Quando se analisa apenas o período letivo e o horário escolar, a desigualdade se torna ainda mais evidente. Penha e Jacarepaguá somaram 296 e 108 ocorrências, juntas correspondendo a cerca de 88 dias letivos de paralisação. Em contraste, 70 dos 166 bairros da cidade não registraram interrupções nesse período.
Riscos e Ações Necessárias
Com base na frequência e intensidade das interrupções, o relatório avaliou as escolas municipais em níveis de risco. Cerca de 323.359 estudantes estão vinculados a instituições que enfrentam risco moderado, alto ou muito alto. Dentre as mais de 4 mil escolas, 120 foram classificadas como de risco elevado, a maioria localizada na zona norte.
A coordenadora do Geni/UFF, Carolina Grillo, argumentou que é vital reestruturar a política de segurança pública, que atualmente é focada em operações policiais pontuais e não em um patrulhamento contínuo das áreas. “Essa dinâmica gera barricadas e ações policiais que, paradoxalmente, contribuem para a instabilidade e as interrupções no transporte”, afirmou Grillo.
Ela também sublinhou a importância de proteger as crianças e adolescentes, garantindo o acesso a serviços essenciais, como educação e saúde, que são fundamentais para a mobilidade social no futuro.

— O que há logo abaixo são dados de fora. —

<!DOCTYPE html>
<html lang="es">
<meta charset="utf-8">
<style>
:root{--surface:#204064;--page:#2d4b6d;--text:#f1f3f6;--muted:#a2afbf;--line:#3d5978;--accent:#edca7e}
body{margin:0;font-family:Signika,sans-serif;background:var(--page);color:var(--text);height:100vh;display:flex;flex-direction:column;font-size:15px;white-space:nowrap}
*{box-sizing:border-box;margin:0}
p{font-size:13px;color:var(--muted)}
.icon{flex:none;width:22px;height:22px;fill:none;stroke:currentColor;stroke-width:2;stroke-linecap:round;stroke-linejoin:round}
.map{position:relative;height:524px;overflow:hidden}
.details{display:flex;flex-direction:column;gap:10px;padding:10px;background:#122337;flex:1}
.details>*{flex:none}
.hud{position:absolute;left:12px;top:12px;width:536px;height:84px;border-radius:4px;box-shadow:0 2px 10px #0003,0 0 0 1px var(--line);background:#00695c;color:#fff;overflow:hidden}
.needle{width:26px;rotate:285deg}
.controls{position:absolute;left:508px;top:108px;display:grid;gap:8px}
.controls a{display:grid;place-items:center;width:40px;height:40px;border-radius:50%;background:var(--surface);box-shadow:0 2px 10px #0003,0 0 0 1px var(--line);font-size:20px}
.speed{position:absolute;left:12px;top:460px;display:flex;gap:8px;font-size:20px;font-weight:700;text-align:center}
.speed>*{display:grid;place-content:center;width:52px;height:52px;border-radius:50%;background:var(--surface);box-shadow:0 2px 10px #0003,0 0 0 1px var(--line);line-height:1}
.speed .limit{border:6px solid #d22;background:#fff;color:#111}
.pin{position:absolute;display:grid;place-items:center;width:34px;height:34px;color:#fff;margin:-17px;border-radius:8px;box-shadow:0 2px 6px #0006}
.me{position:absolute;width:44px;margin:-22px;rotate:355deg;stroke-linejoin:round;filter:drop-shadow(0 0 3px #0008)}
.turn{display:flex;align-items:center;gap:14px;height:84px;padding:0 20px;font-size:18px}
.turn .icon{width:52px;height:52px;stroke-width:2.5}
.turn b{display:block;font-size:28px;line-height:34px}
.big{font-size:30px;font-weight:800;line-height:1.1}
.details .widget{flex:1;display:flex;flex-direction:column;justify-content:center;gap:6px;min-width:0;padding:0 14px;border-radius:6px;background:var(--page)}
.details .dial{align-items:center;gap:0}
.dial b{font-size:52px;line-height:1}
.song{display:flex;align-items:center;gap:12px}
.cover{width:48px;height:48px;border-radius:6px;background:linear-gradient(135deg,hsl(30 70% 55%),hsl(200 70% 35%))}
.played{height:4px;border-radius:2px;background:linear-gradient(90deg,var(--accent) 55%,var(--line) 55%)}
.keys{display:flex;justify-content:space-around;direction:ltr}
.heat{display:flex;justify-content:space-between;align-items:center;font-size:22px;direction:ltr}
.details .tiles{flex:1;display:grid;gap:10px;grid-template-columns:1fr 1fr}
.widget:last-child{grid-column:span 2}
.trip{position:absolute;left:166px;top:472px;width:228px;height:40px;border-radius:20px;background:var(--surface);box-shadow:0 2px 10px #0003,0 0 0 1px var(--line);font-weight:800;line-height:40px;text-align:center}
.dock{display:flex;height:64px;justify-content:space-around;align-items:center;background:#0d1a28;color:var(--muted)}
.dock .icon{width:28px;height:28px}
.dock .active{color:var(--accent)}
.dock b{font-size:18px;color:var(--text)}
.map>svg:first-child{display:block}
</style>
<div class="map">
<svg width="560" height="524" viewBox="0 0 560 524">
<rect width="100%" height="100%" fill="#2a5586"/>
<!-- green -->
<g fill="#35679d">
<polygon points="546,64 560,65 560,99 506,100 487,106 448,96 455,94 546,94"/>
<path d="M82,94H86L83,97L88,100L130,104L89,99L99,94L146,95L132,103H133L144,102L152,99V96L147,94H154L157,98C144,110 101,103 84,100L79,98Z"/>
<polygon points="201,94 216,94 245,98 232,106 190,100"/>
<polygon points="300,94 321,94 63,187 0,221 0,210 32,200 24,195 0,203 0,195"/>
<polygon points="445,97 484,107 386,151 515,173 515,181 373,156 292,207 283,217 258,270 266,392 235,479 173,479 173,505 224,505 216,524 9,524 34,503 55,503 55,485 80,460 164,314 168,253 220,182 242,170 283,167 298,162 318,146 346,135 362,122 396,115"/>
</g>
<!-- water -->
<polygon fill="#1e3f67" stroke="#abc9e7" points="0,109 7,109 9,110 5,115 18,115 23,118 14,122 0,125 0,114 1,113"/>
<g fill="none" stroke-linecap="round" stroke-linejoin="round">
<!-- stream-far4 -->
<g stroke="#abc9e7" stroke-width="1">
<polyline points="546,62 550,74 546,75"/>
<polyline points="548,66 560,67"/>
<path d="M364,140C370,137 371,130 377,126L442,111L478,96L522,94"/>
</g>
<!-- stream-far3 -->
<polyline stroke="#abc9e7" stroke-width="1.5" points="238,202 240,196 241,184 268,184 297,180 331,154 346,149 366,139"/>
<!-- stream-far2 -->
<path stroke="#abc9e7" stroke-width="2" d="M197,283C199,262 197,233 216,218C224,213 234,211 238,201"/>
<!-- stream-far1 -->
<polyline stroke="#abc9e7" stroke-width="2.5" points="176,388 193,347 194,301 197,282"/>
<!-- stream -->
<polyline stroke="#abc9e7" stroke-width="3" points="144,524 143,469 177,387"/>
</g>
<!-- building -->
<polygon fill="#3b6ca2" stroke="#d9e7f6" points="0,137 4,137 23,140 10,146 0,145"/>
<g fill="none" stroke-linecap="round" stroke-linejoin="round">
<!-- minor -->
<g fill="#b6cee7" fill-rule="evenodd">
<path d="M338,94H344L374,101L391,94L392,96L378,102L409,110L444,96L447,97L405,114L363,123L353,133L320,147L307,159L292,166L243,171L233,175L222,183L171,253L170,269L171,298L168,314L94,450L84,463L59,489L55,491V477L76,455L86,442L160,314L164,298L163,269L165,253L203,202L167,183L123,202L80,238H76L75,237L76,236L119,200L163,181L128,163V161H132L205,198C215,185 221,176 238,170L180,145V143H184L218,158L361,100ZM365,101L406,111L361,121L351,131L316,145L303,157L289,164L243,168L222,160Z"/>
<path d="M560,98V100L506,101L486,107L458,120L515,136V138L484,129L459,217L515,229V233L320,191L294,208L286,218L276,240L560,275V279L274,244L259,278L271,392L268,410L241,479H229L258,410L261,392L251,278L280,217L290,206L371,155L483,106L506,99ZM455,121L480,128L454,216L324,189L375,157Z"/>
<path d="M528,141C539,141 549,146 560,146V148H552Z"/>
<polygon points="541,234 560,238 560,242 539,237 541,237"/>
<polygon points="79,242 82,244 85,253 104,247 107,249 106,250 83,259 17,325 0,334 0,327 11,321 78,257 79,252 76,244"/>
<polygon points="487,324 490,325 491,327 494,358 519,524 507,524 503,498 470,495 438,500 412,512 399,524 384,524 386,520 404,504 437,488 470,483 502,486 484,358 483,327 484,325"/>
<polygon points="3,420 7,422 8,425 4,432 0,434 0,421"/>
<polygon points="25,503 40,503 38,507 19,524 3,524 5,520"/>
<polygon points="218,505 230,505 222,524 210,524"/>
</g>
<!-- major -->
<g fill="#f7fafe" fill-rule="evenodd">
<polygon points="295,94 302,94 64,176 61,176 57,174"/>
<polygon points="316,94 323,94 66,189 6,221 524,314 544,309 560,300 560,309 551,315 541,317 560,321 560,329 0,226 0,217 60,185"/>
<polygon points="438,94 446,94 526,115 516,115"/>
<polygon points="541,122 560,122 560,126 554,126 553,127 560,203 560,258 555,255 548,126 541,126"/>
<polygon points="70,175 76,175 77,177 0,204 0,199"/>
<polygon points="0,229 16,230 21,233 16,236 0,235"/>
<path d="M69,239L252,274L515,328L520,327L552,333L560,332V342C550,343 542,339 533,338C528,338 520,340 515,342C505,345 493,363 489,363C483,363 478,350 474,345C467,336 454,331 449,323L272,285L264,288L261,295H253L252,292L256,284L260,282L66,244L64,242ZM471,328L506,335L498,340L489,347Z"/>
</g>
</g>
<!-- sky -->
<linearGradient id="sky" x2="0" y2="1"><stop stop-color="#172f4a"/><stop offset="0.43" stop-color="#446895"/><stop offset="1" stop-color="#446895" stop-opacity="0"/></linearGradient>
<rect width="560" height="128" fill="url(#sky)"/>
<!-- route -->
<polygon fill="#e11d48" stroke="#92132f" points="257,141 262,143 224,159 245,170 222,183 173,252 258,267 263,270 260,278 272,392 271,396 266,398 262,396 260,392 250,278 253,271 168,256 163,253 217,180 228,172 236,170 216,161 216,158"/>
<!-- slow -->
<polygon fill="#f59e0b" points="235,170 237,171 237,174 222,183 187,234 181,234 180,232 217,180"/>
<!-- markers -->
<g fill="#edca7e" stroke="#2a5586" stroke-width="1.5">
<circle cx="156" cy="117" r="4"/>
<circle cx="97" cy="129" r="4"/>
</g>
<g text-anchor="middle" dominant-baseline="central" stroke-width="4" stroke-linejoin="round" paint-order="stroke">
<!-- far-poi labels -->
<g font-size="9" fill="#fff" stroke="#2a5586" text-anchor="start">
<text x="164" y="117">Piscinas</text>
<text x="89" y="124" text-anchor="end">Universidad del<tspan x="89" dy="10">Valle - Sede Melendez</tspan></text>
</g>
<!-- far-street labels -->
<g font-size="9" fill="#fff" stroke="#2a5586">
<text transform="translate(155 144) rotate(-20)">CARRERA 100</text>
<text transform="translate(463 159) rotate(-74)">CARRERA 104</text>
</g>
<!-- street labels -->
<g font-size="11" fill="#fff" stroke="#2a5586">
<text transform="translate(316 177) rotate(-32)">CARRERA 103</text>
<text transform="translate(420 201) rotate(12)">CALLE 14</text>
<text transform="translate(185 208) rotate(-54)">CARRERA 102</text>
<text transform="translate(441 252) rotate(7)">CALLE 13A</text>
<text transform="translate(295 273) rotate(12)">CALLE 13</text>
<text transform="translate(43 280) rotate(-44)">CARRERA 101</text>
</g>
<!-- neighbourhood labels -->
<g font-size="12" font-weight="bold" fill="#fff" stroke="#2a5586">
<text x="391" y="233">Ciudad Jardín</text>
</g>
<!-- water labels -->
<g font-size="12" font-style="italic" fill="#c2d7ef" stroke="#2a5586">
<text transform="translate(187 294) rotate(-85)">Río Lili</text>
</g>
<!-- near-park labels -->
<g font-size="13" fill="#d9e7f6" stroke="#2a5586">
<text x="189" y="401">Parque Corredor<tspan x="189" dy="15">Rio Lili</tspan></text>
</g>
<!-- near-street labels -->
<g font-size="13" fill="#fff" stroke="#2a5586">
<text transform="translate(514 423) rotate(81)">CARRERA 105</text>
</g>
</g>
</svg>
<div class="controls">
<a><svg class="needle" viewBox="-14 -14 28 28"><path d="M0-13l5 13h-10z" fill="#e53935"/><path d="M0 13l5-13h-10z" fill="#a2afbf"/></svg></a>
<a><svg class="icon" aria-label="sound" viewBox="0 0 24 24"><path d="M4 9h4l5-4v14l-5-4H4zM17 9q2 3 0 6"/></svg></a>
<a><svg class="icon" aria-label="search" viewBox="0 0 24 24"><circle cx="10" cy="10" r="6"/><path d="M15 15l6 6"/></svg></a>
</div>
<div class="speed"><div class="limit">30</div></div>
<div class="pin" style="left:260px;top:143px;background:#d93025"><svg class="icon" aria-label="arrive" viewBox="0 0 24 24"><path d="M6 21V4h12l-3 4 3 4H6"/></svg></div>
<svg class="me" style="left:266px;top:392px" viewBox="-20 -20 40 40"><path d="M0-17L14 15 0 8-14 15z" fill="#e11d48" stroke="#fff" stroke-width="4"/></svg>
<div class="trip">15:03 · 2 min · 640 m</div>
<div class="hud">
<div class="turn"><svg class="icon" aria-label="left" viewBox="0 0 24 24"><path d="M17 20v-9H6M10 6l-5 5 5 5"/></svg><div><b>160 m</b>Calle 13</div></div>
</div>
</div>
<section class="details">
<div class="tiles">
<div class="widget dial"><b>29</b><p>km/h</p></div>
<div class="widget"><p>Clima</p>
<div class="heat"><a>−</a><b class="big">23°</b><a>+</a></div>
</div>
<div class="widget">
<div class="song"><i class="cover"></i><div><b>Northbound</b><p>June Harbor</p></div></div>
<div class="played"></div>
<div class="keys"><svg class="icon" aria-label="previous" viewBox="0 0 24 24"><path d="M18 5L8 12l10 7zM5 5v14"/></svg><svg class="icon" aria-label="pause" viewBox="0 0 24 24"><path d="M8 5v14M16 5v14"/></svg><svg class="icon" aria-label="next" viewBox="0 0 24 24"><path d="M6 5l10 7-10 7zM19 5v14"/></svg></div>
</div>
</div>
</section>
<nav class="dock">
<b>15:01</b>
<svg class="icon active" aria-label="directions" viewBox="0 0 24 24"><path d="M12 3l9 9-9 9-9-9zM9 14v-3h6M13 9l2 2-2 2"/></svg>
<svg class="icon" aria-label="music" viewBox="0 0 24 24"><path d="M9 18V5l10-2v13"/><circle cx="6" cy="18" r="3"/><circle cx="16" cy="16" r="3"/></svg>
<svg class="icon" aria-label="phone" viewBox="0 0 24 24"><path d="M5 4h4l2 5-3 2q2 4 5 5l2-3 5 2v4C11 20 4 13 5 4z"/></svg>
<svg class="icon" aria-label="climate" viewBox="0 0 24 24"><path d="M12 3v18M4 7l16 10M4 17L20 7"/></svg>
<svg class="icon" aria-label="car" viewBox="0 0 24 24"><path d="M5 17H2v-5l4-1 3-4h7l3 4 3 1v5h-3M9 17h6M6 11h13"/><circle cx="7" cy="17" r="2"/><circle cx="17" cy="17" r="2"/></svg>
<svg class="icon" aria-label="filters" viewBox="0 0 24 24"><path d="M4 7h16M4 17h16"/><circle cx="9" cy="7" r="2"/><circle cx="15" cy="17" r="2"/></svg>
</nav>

Segundo Grillo, a violência armada não apenas compromete o acesso à educação, mas também limita as perspectivas de vida dessas crianças.
O Impacto Amplo da Violência
Maria Isabel Couto, diretora de Dados e Transparência do Instituto Fogo Cruzado, afirma que o estudo vai além da análise das interrupções de transporte causadas por tiroteios. “Estamos lidando com um ambiente de insegurança que gera uma barreira emocional para crianças e adolescentes ao tentarem chegar às escolas”, enfatizou.
Apesar de as desigualdades serem evidentes, a maioria das escolas municipais já enfrentou algum tipo de interrupção. “Esse diagnóstico deve acender um sinal de alerta para os governos, tanto municipal quanto estadual, pois evidenciam padrões de desigualdade que se perpetuam devido à intersecção entre as políticas de transporte, educação e segurança”, concluiu Couto.